● **Instructions to follow**
The number of lines below containing the word "stream" is all that should be returned.
::::::::::
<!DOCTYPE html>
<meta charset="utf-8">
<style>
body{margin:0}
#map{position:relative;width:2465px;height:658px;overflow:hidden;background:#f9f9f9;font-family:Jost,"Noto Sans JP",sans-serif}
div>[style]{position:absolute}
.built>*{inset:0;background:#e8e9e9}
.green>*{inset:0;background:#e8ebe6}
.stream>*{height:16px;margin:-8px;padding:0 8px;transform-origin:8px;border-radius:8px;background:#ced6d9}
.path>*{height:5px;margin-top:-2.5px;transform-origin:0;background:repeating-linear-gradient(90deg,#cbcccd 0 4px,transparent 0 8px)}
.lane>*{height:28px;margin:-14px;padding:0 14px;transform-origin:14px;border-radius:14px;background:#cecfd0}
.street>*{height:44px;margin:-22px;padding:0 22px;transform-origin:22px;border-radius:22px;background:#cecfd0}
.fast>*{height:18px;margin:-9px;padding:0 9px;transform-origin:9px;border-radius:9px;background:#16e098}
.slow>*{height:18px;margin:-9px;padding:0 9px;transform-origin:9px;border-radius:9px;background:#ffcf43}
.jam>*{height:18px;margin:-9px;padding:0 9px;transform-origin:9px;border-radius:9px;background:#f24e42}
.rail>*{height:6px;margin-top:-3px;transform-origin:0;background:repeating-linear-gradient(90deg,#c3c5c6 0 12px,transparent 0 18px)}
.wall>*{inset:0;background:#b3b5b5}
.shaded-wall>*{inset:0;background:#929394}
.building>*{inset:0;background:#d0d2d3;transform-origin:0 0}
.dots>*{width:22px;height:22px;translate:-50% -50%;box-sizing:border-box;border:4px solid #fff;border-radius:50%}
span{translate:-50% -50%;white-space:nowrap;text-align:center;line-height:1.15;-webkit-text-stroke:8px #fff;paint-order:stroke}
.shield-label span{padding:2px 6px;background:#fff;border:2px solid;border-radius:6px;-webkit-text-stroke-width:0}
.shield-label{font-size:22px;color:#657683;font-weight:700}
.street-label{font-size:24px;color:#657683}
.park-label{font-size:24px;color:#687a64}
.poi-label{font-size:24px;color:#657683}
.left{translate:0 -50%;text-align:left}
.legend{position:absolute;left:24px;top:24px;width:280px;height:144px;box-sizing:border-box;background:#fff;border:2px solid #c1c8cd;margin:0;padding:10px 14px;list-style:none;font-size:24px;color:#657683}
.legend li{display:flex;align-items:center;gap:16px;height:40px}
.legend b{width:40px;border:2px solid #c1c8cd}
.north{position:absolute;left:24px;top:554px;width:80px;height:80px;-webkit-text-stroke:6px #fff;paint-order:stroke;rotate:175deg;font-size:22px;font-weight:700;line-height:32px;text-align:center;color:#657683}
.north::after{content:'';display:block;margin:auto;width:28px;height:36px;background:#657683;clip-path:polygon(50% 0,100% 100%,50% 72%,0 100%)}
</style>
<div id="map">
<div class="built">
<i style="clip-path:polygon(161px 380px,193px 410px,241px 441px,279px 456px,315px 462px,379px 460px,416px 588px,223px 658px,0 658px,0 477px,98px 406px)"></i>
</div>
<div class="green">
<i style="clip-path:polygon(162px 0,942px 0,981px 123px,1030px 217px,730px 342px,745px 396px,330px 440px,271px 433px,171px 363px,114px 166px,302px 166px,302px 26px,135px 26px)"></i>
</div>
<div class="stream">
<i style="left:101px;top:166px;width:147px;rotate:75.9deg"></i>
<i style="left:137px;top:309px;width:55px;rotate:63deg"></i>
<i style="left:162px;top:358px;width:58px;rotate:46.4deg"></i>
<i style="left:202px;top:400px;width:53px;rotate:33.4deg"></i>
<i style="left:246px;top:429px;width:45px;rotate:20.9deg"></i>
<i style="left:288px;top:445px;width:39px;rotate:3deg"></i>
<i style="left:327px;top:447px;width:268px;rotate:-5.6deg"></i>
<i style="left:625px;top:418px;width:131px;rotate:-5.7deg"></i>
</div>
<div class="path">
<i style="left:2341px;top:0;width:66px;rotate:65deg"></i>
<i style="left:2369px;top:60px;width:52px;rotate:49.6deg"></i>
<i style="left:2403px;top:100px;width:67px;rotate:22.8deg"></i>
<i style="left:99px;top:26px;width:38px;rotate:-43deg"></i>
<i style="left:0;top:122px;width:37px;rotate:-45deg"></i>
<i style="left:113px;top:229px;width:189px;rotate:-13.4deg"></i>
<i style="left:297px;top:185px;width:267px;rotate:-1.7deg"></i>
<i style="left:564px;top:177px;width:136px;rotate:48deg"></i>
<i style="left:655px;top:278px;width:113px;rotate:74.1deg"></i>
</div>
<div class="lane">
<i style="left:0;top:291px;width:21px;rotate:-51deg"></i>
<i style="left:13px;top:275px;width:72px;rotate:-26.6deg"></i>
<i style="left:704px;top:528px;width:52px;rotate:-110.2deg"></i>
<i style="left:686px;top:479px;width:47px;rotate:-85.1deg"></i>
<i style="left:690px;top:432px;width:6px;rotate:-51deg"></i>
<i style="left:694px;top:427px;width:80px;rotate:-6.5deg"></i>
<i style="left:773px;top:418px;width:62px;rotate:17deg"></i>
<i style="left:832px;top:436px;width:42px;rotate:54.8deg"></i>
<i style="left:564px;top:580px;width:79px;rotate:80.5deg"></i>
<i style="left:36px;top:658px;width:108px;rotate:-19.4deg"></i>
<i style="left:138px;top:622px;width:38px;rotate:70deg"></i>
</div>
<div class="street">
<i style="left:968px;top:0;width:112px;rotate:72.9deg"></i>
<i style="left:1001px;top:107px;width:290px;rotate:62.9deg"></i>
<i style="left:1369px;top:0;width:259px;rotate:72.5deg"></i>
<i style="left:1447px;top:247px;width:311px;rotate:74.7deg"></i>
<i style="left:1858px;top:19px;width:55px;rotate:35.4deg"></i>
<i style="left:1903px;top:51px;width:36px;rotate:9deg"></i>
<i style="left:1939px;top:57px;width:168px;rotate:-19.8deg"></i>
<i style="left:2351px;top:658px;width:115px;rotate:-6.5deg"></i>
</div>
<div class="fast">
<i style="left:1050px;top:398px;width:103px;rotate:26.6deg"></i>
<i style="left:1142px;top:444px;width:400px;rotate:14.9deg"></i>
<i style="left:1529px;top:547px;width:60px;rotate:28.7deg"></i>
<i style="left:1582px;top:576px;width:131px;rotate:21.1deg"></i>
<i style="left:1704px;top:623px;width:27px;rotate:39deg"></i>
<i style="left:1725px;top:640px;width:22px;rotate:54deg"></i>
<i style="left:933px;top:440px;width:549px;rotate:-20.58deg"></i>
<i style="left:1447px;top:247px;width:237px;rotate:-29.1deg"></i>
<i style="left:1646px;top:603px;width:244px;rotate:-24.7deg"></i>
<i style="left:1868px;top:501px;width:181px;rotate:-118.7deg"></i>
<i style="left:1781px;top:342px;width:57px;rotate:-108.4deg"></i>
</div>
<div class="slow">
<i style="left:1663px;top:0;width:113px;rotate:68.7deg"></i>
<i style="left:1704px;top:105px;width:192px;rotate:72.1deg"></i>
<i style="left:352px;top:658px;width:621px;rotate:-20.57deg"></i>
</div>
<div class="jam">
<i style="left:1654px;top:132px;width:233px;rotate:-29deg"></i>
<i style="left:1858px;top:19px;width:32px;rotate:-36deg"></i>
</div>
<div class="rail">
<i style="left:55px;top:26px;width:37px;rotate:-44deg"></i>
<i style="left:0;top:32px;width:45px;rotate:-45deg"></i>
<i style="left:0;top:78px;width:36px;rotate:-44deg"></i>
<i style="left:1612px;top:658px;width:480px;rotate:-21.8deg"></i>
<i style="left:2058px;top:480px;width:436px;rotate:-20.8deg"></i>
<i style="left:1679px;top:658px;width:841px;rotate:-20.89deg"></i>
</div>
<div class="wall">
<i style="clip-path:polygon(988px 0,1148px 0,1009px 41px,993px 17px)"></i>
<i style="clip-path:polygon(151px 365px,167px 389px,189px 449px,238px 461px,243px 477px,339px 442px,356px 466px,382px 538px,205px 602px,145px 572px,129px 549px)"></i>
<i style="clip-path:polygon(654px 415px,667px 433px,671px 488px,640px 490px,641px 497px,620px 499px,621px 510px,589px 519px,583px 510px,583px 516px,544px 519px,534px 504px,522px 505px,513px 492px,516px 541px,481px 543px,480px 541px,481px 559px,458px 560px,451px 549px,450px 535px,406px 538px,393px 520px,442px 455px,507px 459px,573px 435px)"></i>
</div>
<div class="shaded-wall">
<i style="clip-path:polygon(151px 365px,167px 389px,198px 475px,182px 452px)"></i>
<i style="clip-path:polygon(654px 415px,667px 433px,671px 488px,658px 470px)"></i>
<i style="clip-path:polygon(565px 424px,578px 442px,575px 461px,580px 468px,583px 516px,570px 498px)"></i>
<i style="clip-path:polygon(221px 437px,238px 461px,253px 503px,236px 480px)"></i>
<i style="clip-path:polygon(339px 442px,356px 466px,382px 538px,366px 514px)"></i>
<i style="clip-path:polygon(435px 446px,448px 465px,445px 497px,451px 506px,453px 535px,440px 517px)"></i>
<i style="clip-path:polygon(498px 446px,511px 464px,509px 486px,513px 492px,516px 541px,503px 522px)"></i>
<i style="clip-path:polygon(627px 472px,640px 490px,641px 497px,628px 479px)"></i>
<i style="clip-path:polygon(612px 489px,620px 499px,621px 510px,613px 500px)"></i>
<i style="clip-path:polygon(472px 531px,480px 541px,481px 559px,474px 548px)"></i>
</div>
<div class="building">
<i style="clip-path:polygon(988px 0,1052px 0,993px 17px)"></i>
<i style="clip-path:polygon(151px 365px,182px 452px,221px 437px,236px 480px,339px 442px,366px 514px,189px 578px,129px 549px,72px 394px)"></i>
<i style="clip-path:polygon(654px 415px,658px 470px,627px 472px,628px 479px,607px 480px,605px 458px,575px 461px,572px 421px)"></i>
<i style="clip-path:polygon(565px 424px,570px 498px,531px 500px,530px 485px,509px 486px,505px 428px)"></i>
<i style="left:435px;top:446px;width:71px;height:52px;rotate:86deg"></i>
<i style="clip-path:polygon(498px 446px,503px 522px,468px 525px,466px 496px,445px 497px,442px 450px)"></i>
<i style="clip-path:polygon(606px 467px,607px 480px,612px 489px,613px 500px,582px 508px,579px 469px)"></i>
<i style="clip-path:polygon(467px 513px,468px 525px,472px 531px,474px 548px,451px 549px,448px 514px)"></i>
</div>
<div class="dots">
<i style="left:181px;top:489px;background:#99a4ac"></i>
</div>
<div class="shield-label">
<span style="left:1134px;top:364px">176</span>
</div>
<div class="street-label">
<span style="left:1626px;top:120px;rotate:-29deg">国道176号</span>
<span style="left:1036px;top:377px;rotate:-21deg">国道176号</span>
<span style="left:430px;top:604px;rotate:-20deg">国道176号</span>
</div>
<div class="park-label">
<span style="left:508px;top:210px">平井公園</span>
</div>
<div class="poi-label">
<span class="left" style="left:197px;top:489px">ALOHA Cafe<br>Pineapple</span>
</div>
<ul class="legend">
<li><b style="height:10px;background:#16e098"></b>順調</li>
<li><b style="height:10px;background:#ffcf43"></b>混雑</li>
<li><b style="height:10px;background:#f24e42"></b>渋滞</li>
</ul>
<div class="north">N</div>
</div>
::::::::::
● **Response area**
2